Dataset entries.
· · · ·

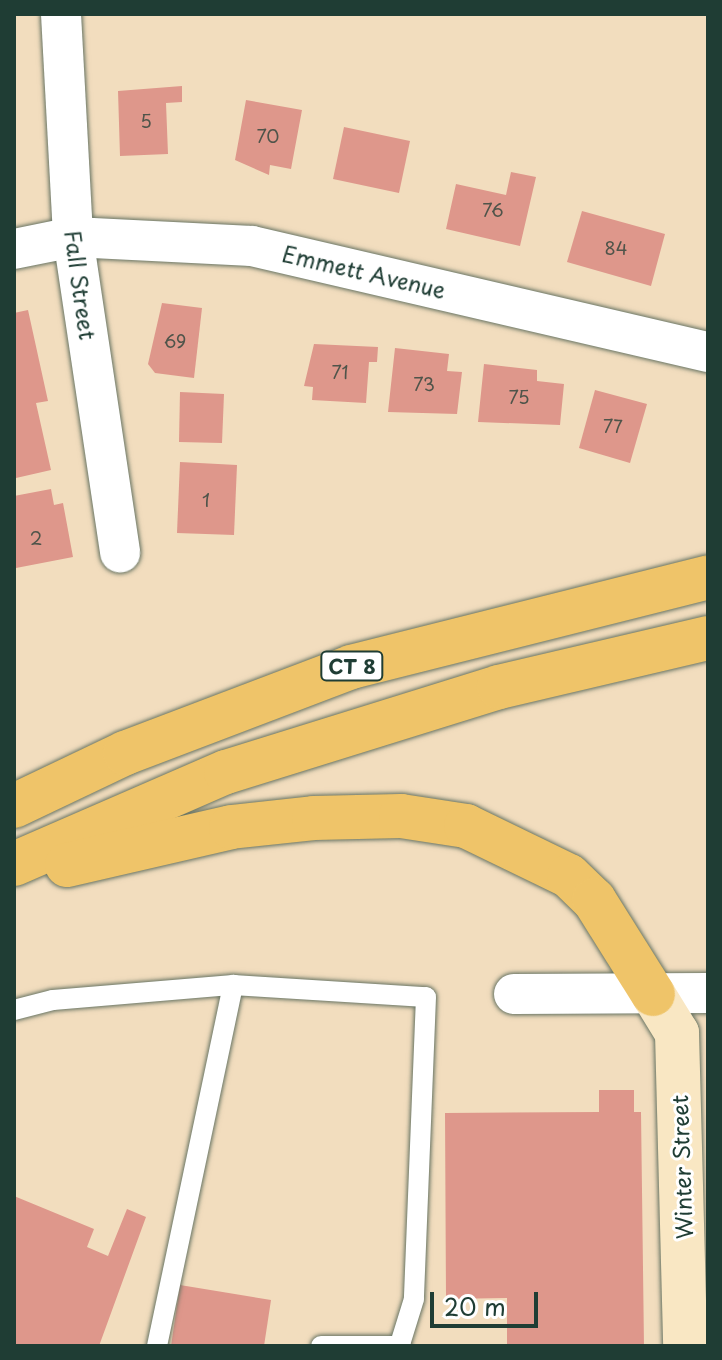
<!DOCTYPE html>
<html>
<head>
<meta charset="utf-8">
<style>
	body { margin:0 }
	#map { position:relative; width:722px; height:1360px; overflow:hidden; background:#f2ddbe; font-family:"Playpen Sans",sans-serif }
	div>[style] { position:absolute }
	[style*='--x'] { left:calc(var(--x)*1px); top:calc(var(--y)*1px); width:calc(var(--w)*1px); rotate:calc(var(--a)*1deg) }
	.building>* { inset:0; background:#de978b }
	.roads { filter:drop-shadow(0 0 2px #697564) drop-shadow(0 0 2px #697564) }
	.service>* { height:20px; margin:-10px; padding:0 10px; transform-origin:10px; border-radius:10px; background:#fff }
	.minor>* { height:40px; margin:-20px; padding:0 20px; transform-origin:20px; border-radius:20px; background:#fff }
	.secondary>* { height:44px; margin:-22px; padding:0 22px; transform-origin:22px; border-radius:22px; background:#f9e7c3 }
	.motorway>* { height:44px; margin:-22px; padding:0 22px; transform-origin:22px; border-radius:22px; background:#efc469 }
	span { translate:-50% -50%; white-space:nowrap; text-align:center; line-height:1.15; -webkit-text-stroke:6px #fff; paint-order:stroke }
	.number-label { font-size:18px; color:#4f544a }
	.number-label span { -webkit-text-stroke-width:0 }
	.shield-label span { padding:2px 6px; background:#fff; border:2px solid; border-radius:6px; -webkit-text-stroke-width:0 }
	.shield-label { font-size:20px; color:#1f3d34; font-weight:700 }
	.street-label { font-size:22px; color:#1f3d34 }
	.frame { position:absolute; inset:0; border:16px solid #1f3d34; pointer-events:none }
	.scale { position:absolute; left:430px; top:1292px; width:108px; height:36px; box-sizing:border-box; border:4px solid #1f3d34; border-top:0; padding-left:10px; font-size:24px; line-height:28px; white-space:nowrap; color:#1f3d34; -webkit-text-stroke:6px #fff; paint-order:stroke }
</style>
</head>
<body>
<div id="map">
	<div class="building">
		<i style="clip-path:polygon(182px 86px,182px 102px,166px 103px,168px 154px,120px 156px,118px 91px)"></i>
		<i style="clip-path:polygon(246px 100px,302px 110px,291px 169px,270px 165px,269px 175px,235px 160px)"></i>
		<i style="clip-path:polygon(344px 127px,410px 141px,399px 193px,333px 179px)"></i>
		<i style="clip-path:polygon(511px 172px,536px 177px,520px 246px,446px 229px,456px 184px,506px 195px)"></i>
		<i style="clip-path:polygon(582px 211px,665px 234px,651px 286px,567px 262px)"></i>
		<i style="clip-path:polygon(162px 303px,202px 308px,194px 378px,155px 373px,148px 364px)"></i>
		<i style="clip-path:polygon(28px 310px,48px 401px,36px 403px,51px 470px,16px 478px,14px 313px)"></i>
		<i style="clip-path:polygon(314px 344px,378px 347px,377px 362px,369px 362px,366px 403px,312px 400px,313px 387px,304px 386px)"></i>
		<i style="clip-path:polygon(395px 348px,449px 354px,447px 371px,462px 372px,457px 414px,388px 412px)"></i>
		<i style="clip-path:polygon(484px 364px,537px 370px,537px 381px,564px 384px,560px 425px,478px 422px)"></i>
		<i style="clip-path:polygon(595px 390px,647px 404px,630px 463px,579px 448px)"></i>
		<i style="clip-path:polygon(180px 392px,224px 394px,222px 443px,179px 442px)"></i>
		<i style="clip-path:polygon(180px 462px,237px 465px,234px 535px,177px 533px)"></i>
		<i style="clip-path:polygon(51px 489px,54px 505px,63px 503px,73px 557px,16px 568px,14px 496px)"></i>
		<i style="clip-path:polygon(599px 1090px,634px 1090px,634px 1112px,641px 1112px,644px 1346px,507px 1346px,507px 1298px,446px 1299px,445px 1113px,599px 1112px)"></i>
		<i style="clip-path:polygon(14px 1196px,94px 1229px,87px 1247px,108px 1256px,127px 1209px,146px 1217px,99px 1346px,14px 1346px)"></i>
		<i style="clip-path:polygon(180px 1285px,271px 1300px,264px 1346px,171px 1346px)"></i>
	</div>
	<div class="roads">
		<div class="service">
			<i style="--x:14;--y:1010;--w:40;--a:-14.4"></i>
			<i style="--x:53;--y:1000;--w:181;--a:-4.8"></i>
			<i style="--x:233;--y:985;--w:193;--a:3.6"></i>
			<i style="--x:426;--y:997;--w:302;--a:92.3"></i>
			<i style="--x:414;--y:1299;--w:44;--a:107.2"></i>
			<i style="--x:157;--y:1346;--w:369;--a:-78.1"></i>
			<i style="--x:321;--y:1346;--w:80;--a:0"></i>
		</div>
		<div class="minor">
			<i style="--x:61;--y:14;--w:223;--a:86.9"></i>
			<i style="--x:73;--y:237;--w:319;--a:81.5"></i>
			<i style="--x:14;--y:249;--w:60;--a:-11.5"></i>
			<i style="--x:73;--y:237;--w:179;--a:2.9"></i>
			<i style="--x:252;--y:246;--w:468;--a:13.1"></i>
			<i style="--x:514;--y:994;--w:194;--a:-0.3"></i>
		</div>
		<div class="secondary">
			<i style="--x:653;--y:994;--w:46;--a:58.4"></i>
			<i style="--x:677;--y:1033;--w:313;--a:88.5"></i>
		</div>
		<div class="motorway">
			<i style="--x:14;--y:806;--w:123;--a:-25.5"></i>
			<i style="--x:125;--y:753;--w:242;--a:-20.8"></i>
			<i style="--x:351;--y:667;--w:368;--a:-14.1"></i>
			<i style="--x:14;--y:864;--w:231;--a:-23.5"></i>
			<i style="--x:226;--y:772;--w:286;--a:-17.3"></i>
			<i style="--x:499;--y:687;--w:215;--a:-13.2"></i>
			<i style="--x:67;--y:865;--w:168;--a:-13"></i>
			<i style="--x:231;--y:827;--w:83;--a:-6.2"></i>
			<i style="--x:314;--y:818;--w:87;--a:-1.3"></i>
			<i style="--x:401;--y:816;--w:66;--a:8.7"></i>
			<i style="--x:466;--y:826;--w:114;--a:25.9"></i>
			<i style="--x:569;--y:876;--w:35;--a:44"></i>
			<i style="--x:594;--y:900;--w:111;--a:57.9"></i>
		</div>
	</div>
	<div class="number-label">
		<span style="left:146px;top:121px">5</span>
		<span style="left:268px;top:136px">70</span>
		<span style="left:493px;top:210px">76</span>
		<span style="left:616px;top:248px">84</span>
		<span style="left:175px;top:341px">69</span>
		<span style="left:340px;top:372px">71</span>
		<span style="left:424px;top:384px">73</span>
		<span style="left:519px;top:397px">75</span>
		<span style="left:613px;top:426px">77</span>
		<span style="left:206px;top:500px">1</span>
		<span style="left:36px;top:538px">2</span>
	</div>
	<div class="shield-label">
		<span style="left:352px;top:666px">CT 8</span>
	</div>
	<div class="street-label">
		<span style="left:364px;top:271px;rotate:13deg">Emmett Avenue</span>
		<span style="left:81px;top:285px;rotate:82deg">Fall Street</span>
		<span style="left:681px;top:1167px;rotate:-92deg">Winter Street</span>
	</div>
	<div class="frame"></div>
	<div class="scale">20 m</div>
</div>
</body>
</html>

· · · ·

Exercise.
For each line in the data that holds the word "service", copy the line.

Problem solution.
	.service>* { height:20px; margin:-10px; padding:0 10px; transform-origin:10px; border-radius:10px; background:#fff }
		<div class="service">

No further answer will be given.